Court Extends Hold on Safaricom Stake Sale as Petition Heads for Full Argument

Safaricom
Safaricom | Nation
High Court maintains status quo on the government's planned sale of 15% Safaricom shares to Vodacom, giving parties until April 27 to argue the petition by Tony Gachoka and Fredrick Ogola.

The High Court has extended orders preserving the status quo in the government's proposed sale of a 15 percent stake in Safaricom to South Africa's Vodacom Group. The move buys time for petitioners Tony Gachoka and Fredrick Ogola to present their full case on April 27.

This latest ruling comes amid ongoing challenges to the transaction, which parliament approved earlier this year. The deal would see the National Treasury offload shares at Sh34 each, raising around Sh204 billion, plus an additional Sh40 billion in upfront payments linked to future dividends. Vodacom's effective holding in Kenya's leading telecom operator would rise to 55 percent, while the government's stake drops to 20 percent.

Gachoka, a veteran journalist and political figure, along with economics professor Ogola, filed the constitutional petition questioning the process. They have raised issues around transparency in valuation, public participation, and whether the disposal of such a major national asset follows proper legal safeguards. The pair named several state agencies, Safaricom itself, and Vodacom as respondents.

Earlier directions in the matter saw the court consolidate related petitions and refer the case to Chief Justice Martha Koome for a three-judge bench, citing substantial constitutional questions. These touch on national security implications, prudent management of public resources, and the strategic nature of Safaricom's infrastructure and data holdings.

The extension of the status quo order prevents any immediate transfer of shares or completion of the sale until the court hears arguments and issues a determination. No substantive findings on the merits have been made yet. Parties now have a short window to file responses before the April 27 hearing date.

Proceeds from the transaction, if it proceeds, are earmarked for Kenya's National Infrastructure Fund. Parliament's approval tied the funds to broader development priorities, including potential upgrades at Jomo Kenyatta International Airport and other key projects under public-private partnership models. The exact allocation would depend on final approvals and any conditions attached by regulators.

Construction industry observers note that such large-scale divestitures often feed into long-term funding pipelines for roads, airports, energy, and urban infrastructure. However, the ongoing litigation introduces uncertainty over timelines and execution. Safaricom remains central to Kenya's digital economy, supporting mobile money, connectivity, and data services that indirectly enable construction logistics and project management across the region.

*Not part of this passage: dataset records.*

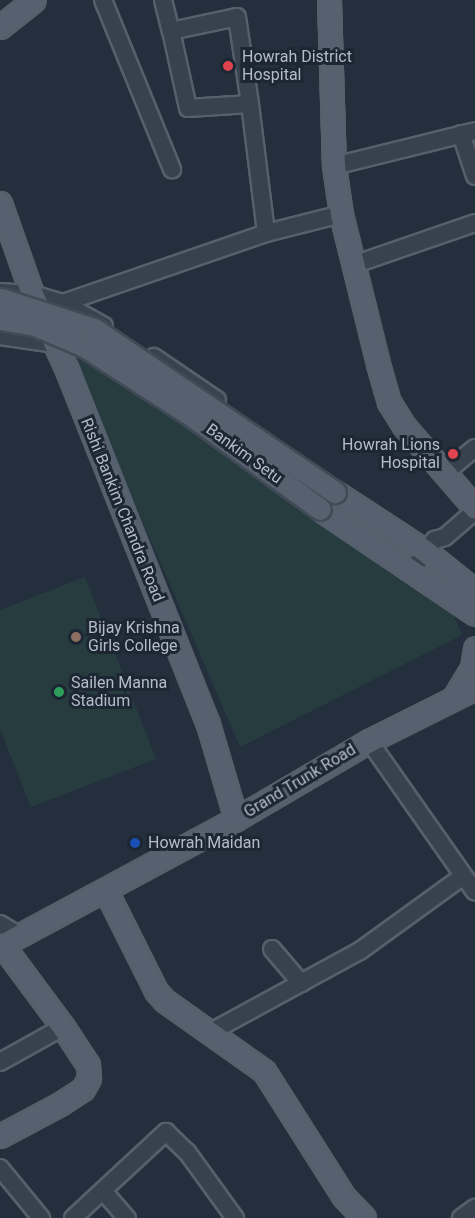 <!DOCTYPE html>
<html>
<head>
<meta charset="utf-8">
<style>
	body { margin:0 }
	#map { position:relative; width:475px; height:1218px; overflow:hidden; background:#242f3e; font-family:Roboto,sans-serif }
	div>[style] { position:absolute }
	.green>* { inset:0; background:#263c3f }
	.roads { filter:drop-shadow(2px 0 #565f6c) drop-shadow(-2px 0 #565f6c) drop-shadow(0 2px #565f6c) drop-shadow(0 -2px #565f6c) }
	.minor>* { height:16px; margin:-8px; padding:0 8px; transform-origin:8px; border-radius:8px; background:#38414e }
	.major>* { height:21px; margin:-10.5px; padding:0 10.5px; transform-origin:10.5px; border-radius:10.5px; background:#56606e }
	.bridges { filter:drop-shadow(2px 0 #414a57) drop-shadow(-2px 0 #414a57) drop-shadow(0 2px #414a57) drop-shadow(0 -2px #414a57) }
	.major-bridge>* { height:21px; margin:-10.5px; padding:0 10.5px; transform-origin:10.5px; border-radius:10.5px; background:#56606e }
	.dots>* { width:16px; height:16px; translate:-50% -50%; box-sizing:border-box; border:3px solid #1d2633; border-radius:50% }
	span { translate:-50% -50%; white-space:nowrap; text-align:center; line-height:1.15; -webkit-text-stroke:6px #1d2633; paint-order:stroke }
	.poi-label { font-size:16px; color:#b4bcc9 }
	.left { translate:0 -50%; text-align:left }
	.right { translate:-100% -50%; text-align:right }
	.street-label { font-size:16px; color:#b4bcc9 }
</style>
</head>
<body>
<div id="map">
	<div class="green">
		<div style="clip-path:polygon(67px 346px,449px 604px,462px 635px,240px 747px)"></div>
		<div style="clip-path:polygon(85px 577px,156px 759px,31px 807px,0 729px,0 610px)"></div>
	</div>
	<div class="roads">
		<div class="minor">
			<div style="left:103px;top:0;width:183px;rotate:67.8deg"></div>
			<div style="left:163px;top:0;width:32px;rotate:76deg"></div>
			<div style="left:250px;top:104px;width:62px;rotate:176.3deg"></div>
			<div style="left:188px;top:108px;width:79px;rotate:-102.4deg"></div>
			<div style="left:171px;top:31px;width:67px;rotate:-12deg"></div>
			<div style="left:237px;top:17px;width:88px;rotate:81.5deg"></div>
			<div style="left:250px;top:104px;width:130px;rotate:82.9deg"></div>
			<div style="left:461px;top:134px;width:44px;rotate:71.6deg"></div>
			<div style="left:334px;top:166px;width:145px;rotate:-13.9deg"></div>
			<div style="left:353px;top:265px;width:129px;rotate:-19deg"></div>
			<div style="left:0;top:292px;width:32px;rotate:4deg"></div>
			<div style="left:32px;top:294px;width:32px;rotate:16deg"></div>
			<div style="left:63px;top:303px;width:47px;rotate:29.3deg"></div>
			<div style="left:63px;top:303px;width:215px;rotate:-19deg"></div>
			<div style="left:266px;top:233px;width:77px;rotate:-14.2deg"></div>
			<div style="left:0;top:336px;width:56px;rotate:8.3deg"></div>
			<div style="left:55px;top:344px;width:8px;rotate:-83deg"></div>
			<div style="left:154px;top:357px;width:76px;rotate:34.3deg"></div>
			<div style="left:445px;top:473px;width:39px;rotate:-40deg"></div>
			<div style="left:412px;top:570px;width:38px;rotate:-53deg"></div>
			<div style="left:435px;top:540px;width:10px;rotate:-17deg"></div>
			<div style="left:445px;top:537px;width:40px;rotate:-41deg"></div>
			<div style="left:369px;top:741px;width:184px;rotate:54.9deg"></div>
			<div style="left:0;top:924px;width:23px;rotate:31deg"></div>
			<div style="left:272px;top:949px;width:45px;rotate:49.5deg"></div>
			<div style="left:209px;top:1033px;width:173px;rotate:-28.6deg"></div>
			<div style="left:361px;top:950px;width:125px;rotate:-35.9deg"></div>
			<div style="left:0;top:1062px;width:72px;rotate:-29.1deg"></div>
			<div style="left:0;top:1168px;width:65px;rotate:50.6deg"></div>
			<div style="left:104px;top:1192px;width:35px;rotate:49deg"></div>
			<div style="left:73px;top:1218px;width:127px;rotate:-42.8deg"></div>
			<div style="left:166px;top:1132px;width:29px;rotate:44deg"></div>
			<div style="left:187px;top:1152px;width:82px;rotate:54deg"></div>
			<div style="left:461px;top:1218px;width:17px;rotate:-36deg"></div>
		</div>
		<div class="major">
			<div style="left:329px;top:0;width:166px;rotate:88.3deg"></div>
			<div style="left:334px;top:166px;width:49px;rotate:81.7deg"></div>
			<div style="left:341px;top:214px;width:154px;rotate:76.1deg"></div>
			<div style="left:378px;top:364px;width:40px;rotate:74deg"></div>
			<div style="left:389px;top:402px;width:28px;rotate:58deg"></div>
			<div style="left:404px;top:426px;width:108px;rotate:49.1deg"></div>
			<div style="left:0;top:27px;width:43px;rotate:-38.5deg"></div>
			<div style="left:0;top:203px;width:96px;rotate:70.6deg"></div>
			<div style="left:32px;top:294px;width:84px;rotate:65.3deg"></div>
			<div style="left:67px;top:370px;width:381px;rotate:68.3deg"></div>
			<div style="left:208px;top:724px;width:99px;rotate:73.6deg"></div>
			<div style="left:335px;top:492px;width:108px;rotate:33.2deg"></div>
			<div style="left:425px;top:551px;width:64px;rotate:38.7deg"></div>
			<div style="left:320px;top:509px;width:187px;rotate:34.1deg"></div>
			<div style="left:454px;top:698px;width:35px;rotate:-59deg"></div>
			<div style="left:472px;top:668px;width:20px;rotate:-81deg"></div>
			<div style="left:106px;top:891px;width:112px;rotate:63.4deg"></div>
			<div style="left:156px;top:991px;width:13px;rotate:48deg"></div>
			<div style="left:165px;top:1001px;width:121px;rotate:35.3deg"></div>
			<div style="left:264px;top:1071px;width:149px;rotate:57.6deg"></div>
			<div style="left:344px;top:1197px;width:29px;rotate:46deg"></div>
			<div style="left:0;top:946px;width:268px;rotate:-28.3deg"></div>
			<div style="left:236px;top:819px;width:154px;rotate:-30.4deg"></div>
			<div style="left:369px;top:741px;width:119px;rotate:-26.6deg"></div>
			<div style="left:0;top:1136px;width:68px;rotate:-28.1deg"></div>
			<div style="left:60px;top:1104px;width:27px;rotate:-33deg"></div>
			<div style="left:83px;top:1089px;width:13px;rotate:-61deg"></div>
			<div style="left:89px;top:1078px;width:13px;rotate:-94deg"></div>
			<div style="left:88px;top:1065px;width:45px;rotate:-123.3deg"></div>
			<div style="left:63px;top:1027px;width:102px;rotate:-126.6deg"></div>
		</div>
	</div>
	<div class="bridges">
		<div class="major-bridge">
			<div style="left:1px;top:299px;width:98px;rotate:17.9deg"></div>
			<div style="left:94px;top:329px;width:291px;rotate:34.1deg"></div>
			<div style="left:0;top:319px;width:36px;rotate:10deg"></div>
			<div style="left:35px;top:325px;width:53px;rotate:23.2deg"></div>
			<div style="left:84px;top:346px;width:129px;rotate:32.9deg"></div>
			<div style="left:192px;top:416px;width:158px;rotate:36deg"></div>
		</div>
	</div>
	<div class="dots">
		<div style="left:228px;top:66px;background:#e0444e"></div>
		<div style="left:453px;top:454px;background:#e0444e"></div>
		<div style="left:76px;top:637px;background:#8d6e63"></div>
		<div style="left:59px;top:692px;background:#2e9e5b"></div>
		<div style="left:135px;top:843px;background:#1a4fb4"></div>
	</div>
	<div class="poi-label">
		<span class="left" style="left:242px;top:66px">Howrah District<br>Hospital</span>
		<span class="right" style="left:440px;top:454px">Howrah Lions<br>Hospital</span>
		<span class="left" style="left:88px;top:637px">Bijay Krishna<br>Girls College</span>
		<span class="left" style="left:71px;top:692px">Sailen Manna<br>Stadium</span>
		<span class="left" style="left:148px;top:843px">Howrah Maidan</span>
	</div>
	<div class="street-label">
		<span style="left:244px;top:454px;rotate:36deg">Bankim Setu</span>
		<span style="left:122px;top:510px;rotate:68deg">Rishi Bankim Chandra Road</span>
		<span style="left:300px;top:781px;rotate:-31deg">Grand Trunk Road</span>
	</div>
</div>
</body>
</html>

The petitioners have argued that the share price undervalues the asset compared to independent estimates and that foreign control could affect strategic decisions on infrastructure tied to telecom networks. Respondents maintain the process complied with parliamentary oversight and commercial terms.

This case highlights tensions in balancing fiscal needs with oversight of state-linked enterprises. With the hearing set for late April, the outcome could clarify parameters for future asset disposals in Kenya's infrastructure financing strategy.

The matter continues to draw attention from market players and infrastructure stakeholders, as any delay or alteration could shift funding expectations for ongoing and planned developments.